Most people know the Cornell bear as the costumed crowd-pleaser at football games and other sporting events, cheering on the Big Red. But once upon a time, the mascot wasn't a costumed cavorter, but a flesh-and-blood, honey-eating, mischievous bear cub who lived on campus, attended football games and won over crowds with his adorable antics.
The original bear, named Touchdown, first came to campus in 1915. Subsequent bears were brought here in 1916, 1919, and for the last time in 1939. The story behind these "real" Cornell bears, and the tradition they inspired, is chronicled in "Touchdown: The Story of the Cornell Bear," by John H. Foote '74. Proceeds from the book will go to the capital campaign.

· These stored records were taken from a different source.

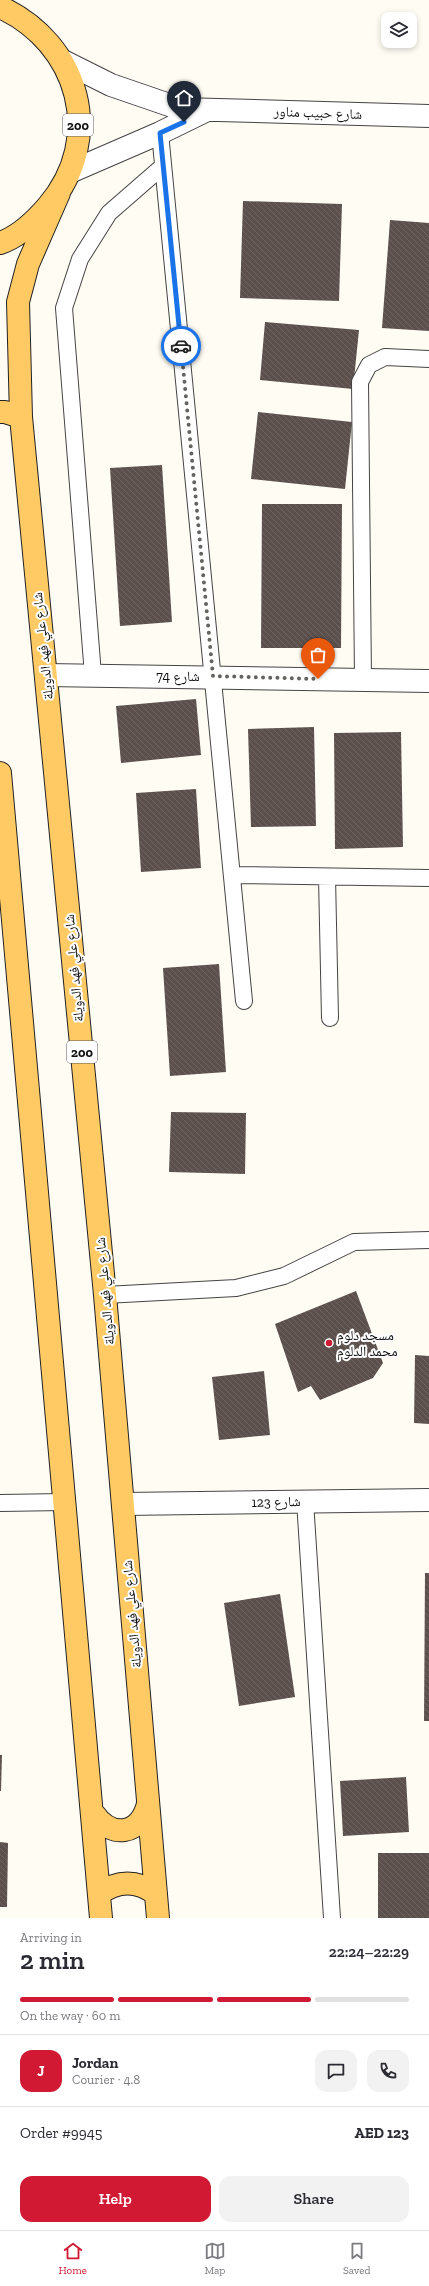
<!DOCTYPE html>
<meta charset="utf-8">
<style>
body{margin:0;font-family:"Zilla Slab","Noto Naskh Arabic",serif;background:#f2f2f3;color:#2b2b33;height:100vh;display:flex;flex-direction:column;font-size:15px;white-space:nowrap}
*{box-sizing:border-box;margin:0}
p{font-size:13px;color:#7c7c81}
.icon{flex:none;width:22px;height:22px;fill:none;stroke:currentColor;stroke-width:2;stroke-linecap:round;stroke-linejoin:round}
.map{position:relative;height:1918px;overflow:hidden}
.sheet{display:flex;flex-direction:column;background:#fff;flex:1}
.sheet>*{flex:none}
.buttons{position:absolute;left:381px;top:12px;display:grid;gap:8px}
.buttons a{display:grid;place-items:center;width:36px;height:36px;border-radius:8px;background:#fff;box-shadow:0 2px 6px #0003;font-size:20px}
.pin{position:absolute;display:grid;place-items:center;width:34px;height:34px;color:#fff;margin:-41px -17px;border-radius:50% 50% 50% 0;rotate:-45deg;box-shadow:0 0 4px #0007}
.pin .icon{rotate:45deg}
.courier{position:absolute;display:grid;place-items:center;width:40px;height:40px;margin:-20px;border:3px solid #1a73e8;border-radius:50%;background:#fff;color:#222;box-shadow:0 1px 5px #0007}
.head em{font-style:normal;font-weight:600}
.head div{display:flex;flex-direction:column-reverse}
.head{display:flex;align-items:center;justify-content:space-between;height:68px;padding:0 20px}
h1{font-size:26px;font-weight:600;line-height:30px}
.bar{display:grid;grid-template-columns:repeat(4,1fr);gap:6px 4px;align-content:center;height:48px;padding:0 20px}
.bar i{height:5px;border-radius:3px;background:#e1e1e2}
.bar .on{background:#d11933}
.bar p{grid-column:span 4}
.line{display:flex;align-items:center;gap:10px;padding:0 20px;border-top:1px solid #e1e1e2}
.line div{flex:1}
.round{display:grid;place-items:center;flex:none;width:42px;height:42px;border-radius:12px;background:#f2f2f3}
.cta{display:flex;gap:8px;margin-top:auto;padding:8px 20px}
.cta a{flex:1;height:46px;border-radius:12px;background:#d11933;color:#fff;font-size:16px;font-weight:600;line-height:46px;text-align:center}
.cta a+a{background:#f2f2f3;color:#2b2b33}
.menu{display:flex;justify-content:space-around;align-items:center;height:56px;border-top:1px solid #e1e1e2;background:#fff;font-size:11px;color:#7c7c81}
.menu a{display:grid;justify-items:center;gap:2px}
.menu .on{color:#d11933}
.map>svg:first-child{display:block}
</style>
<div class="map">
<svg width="429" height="1918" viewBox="0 0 429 1918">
<defs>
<pattern id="building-back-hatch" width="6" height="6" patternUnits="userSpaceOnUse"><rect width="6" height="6" fill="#5b504c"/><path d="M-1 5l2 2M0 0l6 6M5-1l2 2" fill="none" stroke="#6e6562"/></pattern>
</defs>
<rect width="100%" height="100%" fill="#fffcf4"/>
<path fill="url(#building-back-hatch)" d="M243,201L342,204L339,301L240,298Z
M390,220L429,223V331L382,328Z
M265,322L359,330L353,389L260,380Z
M258,412L352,422L345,489L251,479Z
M162,465L172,622L120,626L110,468Z
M262,504H342L341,648H261Z
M196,699L201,755L121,763L116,706Z
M314,727L316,826L251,827L248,729Z
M401,732L403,847L335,849L334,733Z
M196,789L201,868L141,872L136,793Z
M219,964L226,1072L170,1076L163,968Z
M171,1112L246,1113L245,1174L169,1172Z
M356,1291L383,1363L373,1378L320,1400L311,1386L298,1392L275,1324Z
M415,1355L429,1356V1424L414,1423Z
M264,1371L270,1435L219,1440L212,1377Z
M425,1573H429V1721H424Z
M280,1594L295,1697L239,1706L224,1603Z
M0,1755H2L1,1791H0Z
M406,1777L409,1832L343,1836L340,1781Z
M0,1842L8,1843L7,1907H0Z
M378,1853H429V1918H378Z"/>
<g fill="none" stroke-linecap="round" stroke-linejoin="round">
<defs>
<path id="lane" d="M160,133L244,1001
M93,675L64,308L80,259L109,213L163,166
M363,680L360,382L369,365L385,357L429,359
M232,875L429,878
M327,877L330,1018
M105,1295L236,1288L284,1276L354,1242L429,1240
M305,1501L332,1918
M0,1503L64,1502"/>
<path id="street" d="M63,61L111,85L181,109L429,116
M70,172L160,133L205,111
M46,675L429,681
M123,1504L429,1500"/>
<path id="primary" d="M0,7C79,43 106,138 48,206C36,220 18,237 0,243
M59,193L28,264L18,302L21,417L105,1295L158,1918
M0,412H5L21,417
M0,773L101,1918
M94,1814C112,1839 140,1835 148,1804
M99,1894C118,1880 137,1880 156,1894"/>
</defs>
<use href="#lane" stroke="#444" stroke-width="18"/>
<use href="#street" stroke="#444" stroke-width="24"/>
<use href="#primary" stroke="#222" stroke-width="24"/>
<use href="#lane" stroke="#fff" stroke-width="16"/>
<use href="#street" stroke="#fff" stroke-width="22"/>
<use href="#primary" stroke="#ffca64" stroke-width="22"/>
</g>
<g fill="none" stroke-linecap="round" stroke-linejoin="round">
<path stroke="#646360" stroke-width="4" stroke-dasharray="0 7.2" d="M181,346L213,676L318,679"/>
<path stroke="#1a73e8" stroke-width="5" d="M181,346L160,133L184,122"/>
</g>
<circle fill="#d11933" stroke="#fff" stroke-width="1.5" cx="329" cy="1343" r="4"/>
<g text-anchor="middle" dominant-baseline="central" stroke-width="4" stroke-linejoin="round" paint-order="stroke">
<g fill="#fff" stroke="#585858" stroke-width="1">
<rect x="63" y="114" width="30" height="22" rx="3"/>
<rect x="67" y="1041" width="30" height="22" rx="3"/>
</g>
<g font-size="13" font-weight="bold" fill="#111">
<text x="78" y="125">200</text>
<text x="82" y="1052">200</text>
</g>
<g font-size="14" fill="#111" stroke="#fff">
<text transform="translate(318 113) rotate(2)">شارع حبيب مناور</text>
<text transform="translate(43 646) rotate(-96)">شارع علي فهد الدويلة</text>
<text x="178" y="676">شارع 74</text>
<text transform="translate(74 968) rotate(-95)">شارع علي فهد الدويلة</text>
<text transform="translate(105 1291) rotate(-95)">شارع علي فهد الدويلة</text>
<text transform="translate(276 1502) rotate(-1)">شارع 123</text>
<text transform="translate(132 1614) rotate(-95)">شارع علي فهد الدويلة</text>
</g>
<g font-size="14" fill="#111" stroke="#fff" text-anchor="start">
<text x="337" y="1335">مسجد دلوم<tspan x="337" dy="16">محمد الدلوم</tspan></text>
</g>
</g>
</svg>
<div class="buttons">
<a><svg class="icon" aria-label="layers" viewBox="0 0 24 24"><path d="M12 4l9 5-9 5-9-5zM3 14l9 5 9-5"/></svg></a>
</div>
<div class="pin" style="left:318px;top:679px;background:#ea580c"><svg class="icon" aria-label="bag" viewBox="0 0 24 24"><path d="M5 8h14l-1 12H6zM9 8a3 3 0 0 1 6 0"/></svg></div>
<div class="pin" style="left:184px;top:122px;background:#1f2937"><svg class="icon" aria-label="home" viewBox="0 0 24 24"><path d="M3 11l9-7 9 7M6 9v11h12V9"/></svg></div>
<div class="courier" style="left:181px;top:346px"><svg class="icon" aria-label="car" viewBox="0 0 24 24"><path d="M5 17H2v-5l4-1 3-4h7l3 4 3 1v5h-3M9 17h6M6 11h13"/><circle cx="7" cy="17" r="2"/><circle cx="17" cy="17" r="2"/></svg></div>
</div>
<section class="sheet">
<div class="head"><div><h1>2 min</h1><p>Arriving in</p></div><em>22:24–22:29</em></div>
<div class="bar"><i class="on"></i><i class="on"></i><i class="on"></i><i></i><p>On the way · 60 m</p></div>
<div class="line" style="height:72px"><b class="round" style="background:#d11933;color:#fff">J</b><div><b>Jordan</b><p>Courier · 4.8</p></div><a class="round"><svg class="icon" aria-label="chat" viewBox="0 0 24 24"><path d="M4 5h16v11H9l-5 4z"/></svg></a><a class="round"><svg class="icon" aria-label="phone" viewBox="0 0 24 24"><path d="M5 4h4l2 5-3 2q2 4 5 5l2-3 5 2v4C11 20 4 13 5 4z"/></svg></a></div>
<div class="line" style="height:52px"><div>Order #9945</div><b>AED 123</b></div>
<div class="cta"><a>Help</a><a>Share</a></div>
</section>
<nav class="menu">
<a class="on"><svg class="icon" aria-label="home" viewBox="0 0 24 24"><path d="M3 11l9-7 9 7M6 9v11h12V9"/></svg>Home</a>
<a><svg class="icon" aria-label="map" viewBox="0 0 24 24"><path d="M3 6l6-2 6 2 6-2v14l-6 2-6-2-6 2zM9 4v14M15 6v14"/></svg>Map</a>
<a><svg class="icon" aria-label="saved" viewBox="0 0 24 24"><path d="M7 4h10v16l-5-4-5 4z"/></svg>Saved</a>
</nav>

"Touchdown" describes how the four bears came to Ithaca and the people who brought them here. It's not a new story, admits the author, but one that he wished to write definitively to clear up lore and factual fallacies surrounding the original Touchdown. He also has a special affection for the mascot, since his best friend during his undergraduate years played the Big Red bear at sporting events.
"The more I got into it, the more I found out these bears have an incredible history," said Foote, who serves as president of his class. "All four bears had a very different experience on the Hill, which ranged from road trips to kidnappings to being arrested."

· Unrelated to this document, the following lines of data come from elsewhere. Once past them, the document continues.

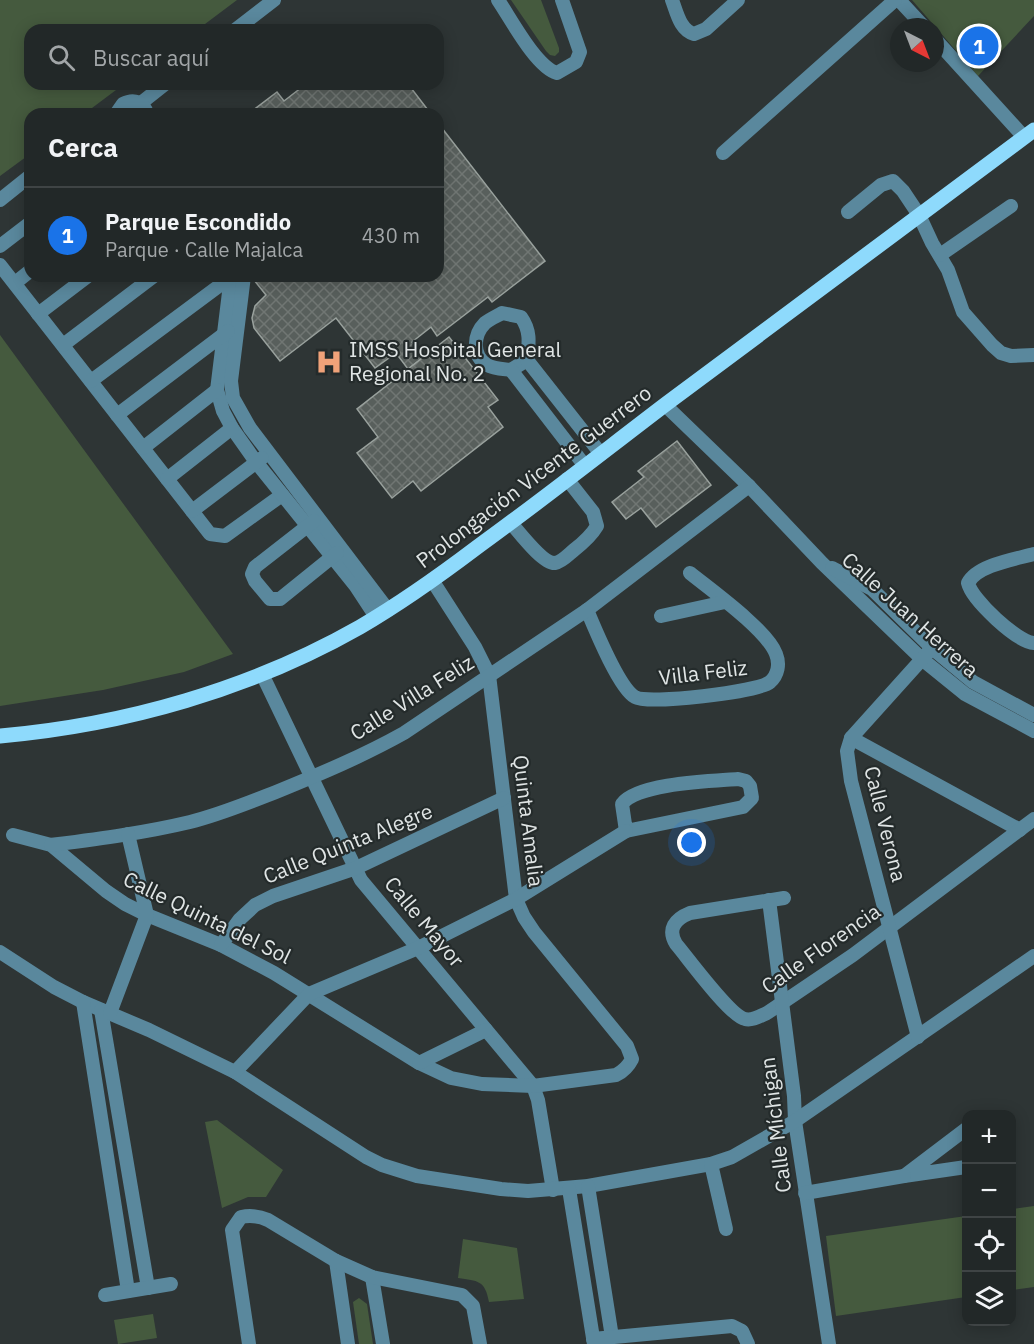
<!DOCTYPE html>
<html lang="es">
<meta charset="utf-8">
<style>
body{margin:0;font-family:"IBM Plex Sans",sans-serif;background:#2a3030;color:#f1f3f6}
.controls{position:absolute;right:18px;bottom:18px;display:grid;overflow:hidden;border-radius:12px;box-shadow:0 3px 15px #0003}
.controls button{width:54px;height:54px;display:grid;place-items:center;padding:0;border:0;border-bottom:2px solid #3f4445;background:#222828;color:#f1f3f6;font:30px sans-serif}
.compass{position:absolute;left:890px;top:18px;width:54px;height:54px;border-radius:50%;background:#222828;box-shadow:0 3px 15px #0003;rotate:138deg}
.you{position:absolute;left:692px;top:843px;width:21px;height:21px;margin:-15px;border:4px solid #fff;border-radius:50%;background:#1a73e8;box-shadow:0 0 0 9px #1a73e833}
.badge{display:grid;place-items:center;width:39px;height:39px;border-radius:50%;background:#1a73e8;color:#fff;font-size:20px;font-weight:700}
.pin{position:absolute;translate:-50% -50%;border:3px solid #fff;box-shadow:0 2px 6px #0006}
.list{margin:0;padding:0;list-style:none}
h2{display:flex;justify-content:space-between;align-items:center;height:78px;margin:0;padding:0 24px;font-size:26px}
h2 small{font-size:20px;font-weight:400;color:#a2a6a8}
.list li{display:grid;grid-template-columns:39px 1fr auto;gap:18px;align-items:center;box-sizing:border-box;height:96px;padding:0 24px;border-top:2px solid #3f4445}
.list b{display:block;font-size:22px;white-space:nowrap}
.list p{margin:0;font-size:20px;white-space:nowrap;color:#a2a6a8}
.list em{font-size:20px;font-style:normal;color:#a2a6a8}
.icon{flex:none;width:33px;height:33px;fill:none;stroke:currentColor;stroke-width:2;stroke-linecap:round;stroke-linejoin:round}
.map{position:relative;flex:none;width:1034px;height:1344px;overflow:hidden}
.search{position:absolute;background:#222828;box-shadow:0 3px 15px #0003;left:24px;top:24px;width:420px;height:66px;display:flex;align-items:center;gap:15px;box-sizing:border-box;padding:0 21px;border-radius:18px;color:#a2a6a8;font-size:22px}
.panel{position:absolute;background:#222828;box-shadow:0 3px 15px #0003;left:24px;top:108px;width:420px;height:174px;border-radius:18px}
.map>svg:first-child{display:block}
.green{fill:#455a3e}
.building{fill:url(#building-cross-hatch);stroke:#99a19d;stroke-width:1.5}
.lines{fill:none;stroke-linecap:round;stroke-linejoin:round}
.minor{stroke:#5a889d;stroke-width:14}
.major{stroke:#8edafc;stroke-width:15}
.labels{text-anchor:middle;stroke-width:4.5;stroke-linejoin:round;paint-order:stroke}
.poi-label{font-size:21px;fill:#e0e5e5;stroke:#242b2b;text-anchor:start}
.street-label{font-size:21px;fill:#e0e5e5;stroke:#242b2b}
</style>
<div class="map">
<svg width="1034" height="1344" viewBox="0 0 1034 1344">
<defs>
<pattern id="building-cross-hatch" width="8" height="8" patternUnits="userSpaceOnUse" patternTransform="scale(1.5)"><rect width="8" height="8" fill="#585f5c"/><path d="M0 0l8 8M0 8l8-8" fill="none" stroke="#707673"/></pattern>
</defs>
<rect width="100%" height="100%" fill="#2e3535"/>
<!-- green -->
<g class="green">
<path d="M0,0H237L197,30H30V84H124L84,114H30V154L0,176Z"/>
<path d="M511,0H541L559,48V52L555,56L550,55L546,51Z"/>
<path d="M912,0H1034V16L978,76Z"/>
<path d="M0,335L233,654L184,672L103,690L0,706Z"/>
<path d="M217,1120L283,1170L266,1197H248L222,1208L205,1122Z"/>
<path d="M1034,1206V1287L1012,1290V1209Z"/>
<path d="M966,1216V1297L836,1316L826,1236Z"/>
<path d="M463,1239L517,1248L524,1299L489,1302C485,1280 478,1281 458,1278Z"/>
<path d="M359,1298L367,1304L373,1344H359L353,1302Z"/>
<path d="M153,1314L157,1338L118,1344L114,1320Z"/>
</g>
<!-- building -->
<g class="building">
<path d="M306,84H408L431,114H248L277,92L284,101Z"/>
<path d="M438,123L545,261L492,302L488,297L437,336L431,327L412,342L424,357L408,369L396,353L375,368L336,318L280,361L254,328L252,318L255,306L266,295L254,280L260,276H438Z"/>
<path d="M449,337L498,400L488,407L503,427L421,491L413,481L392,498L357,453L378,437L357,409Z"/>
<path d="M677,441L711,485L656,527L641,508L626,519L612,502L644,477L638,471Z"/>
</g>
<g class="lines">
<!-- minor -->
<g class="minor">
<path d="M498,0C511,19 536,67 557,73L576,62L580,52L562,0"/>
<path d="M672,0C677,13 680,30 694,34L706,29L738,0"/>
<path d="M899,0L924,27"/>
<path d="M235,30L274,0"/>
<path d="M935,39L1024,137"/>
<path d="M141,103L165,84"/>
<path d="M116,114L123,104C134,98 144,102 147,114"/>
<path d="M723,153L895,0"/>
<path d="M0,200L30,176"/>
<path d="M848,212L881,185L893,181L903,191L919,215L932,243L948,270L963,312L992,345L1001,353L1011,356L1034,355"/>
<path d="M0,246L30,223"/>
<path d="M940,255L1011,206"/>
<path d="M0,265L210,534L225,536L282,495"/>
<path d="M231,276L217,390L223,411L232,428L256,462L355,585L376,617"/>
<path d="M244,276L231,381L233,398L250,428L388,610"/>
<path d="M15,283L30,271"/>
<path d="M502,313L521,317C531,331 529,343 527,360L511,370C504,369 494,369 487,365C472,356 473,335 485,323C490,319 497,316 502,313Z"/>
<path d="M38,314L88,276"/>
<path d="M63,345L154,276"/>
<path d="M527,360L601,454"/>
<path d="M511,370L585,466"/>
<path d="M91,381L231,277"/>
<path d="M665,405L749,486L822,563L923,660L965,694L1034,731"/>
<path d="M117,415L228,331"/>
<path d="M143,448L217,390"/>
<path d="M167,479L232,428"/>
<path d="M192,511L262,458"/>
<path d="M314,521L255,567L252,574L255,581L270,599H280L337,553"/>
<path d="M511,523C519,532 543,564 555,563C562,562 569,554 574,550C583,543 591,536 597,526L593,512L567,479"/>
<path d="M1034,554C1016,559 977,565 968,583C972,600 1017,642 1034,643"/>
<path d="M832,568L872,589L932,648L973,682L1034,715"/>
<path d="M587,610C595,629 619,688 635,697C648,705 758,692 770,682C778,675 780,664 776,654C767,630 711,590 690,573"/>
<path d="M661,616L725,602"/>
<path d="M262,674L361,880L533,1086L538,1100L553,1190"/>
<path d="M851,738L1020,830"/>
<path d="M738,779L746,781L750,786L752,798L743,807L626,831L622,804C637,783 713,781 738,779Z"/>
<path d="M13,835L51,845L106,891L125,904L147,915L221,945L274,973L419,1063L451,1078L482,1084L533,1086L616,1075C624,1071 628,1067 632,1059L627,1046L534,932L524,917L516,899L489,675L475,647L432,580"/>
<path d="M51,845C97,839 144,833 190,822C219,815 248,803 276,792C320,774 363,756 404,733L587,610L749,486"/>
<path d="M784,898L690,913C675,919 667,929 676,944C688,958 730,1016 745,1019C752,1021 760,1016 767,1013L853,955L1034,819"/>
<path d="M769,900L794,1096L795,1121L829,1344"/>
<path d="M221,945L240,919L255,905L273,896L356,868L504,798"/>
<path d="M0,952L54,987L83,1002L149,1030L235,1072L366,1157L382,1165L417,1176L501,1189L528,1191L588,1186L711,1164L732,1157L795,1121L1034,956"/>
<path d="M83,1002L128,1291"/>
<path d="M101,1010L148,1288"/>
<path d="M110,1013L147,915L128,834"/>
<path d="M918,1037L851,781L847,751L851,738L932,648"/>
<path d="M419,1063L486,1030"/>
<path d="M235,1072L309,994L418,948L516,899L626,831"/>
<path d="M966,1129L904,1176L966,1167"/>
<path d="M711,1164L726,1229"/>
<path d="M588,1186L612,1337"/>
<path d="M569,1189L594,1344"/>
<path d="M805,1193L904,1176"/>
<path d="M336,1261L348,1344"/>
<path d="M372,1277L383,1344"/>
<path d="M105,1295L171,1284"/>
<path d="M593,1339L732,1326L742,1331L748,1344"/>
<path d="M249,1344L232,1230L241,1217C251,1215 259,1216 268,1220L336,1261L372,1277L462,1295L473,1306L480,1344"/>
</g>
<!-- major -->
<path class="major" d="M0,736C125,725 251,689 360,627C401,603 439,576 476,548C541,501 603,452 666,404C788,312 912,222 1034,130"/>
</g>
<!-- icons -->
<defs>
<symbol id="hospital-bare" viewBox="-9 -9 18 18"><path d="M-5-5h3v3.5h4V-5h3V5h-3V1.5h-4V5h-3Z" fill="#f0a279" stroke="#242b2b" stroke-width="2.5" paint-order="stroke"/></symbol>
</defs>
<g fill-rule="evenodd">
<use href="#hospital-bare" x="310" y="343" width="38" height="38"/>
</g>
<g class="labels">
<!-- poi labels -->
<g class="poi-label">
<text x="349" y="357">IMSS Hospital General<tspan x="349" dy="24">Regional No. 2</tspan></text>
</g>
<!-- street labels -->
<g class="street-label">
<text transform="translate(534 477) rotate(-37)" y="7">Prolongación Vicente Guerrero</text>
<text transform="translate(910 615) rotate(42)" y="7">Calle Juan Herrera</text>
<text transform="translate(703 673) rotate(-7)" y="7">Villa Feliz</text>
<text transform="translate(412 698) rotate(-32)" y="7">Calle Villa Feliz</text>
<text transform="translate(528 821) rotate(83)" y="7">Quinta Amalia</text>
<text transform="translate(885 824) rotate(76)" y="7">Calle Verona</text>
<text transform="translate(348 844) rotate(-22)" y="7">Calle Quinta Alegre</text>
<text transform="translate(207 918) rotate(26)" y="7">Calle Quinta del Sol</text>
<text transform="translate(424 922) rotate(50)" y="7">Calle Mayor</text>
<text transform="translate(821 949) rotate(-35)" y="7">Calle Florencia</text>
<text transform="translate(776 1125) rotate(-97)" y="7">Calle Míchigan</text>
</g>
</g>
</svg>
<div class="controls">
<button>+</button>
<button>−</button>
<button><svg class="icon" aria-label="locate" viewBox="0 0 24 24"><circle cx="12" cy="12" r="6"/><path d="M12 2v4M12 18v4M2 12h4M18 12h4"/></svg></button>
<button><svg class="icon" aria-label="layers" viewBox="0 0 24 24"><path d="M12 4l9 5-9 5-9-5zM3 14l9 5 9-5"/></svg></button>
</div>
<svg class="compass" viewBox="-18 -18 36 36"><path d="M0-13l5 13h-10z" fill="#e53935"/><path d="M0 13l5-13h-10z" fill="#a2a6a8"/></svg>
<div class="you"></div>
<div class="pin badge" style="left:979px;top:46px">1</div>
<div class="search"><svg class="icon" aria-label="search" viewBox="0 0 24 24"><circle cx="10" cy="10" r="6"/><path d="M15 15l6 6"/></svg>Buscar aquí</div>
<section class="panel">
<h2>Cerca<small></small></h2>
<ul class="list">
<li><span class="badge">1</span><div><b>Parque Escondido</b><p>Parque · Calle Majalca</p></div><em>430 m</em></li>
</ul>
</section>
</div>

By writing the history of Touchdown, Foote said he found that the book followed an undercurrent of unofficial Cornell history. The bear cubs were owned by the Cornell Athletic Association, which was affiliated with, but not officially part of, the university.
The last bear, Touchdown IV, was at Cornell in 1939, and this bear was "completely unsanctioned" -- brought to campus first as a prank by Cornell students who thought it would be funny to bring back the tradition that had gone on hiatus for 20 years, Foote said.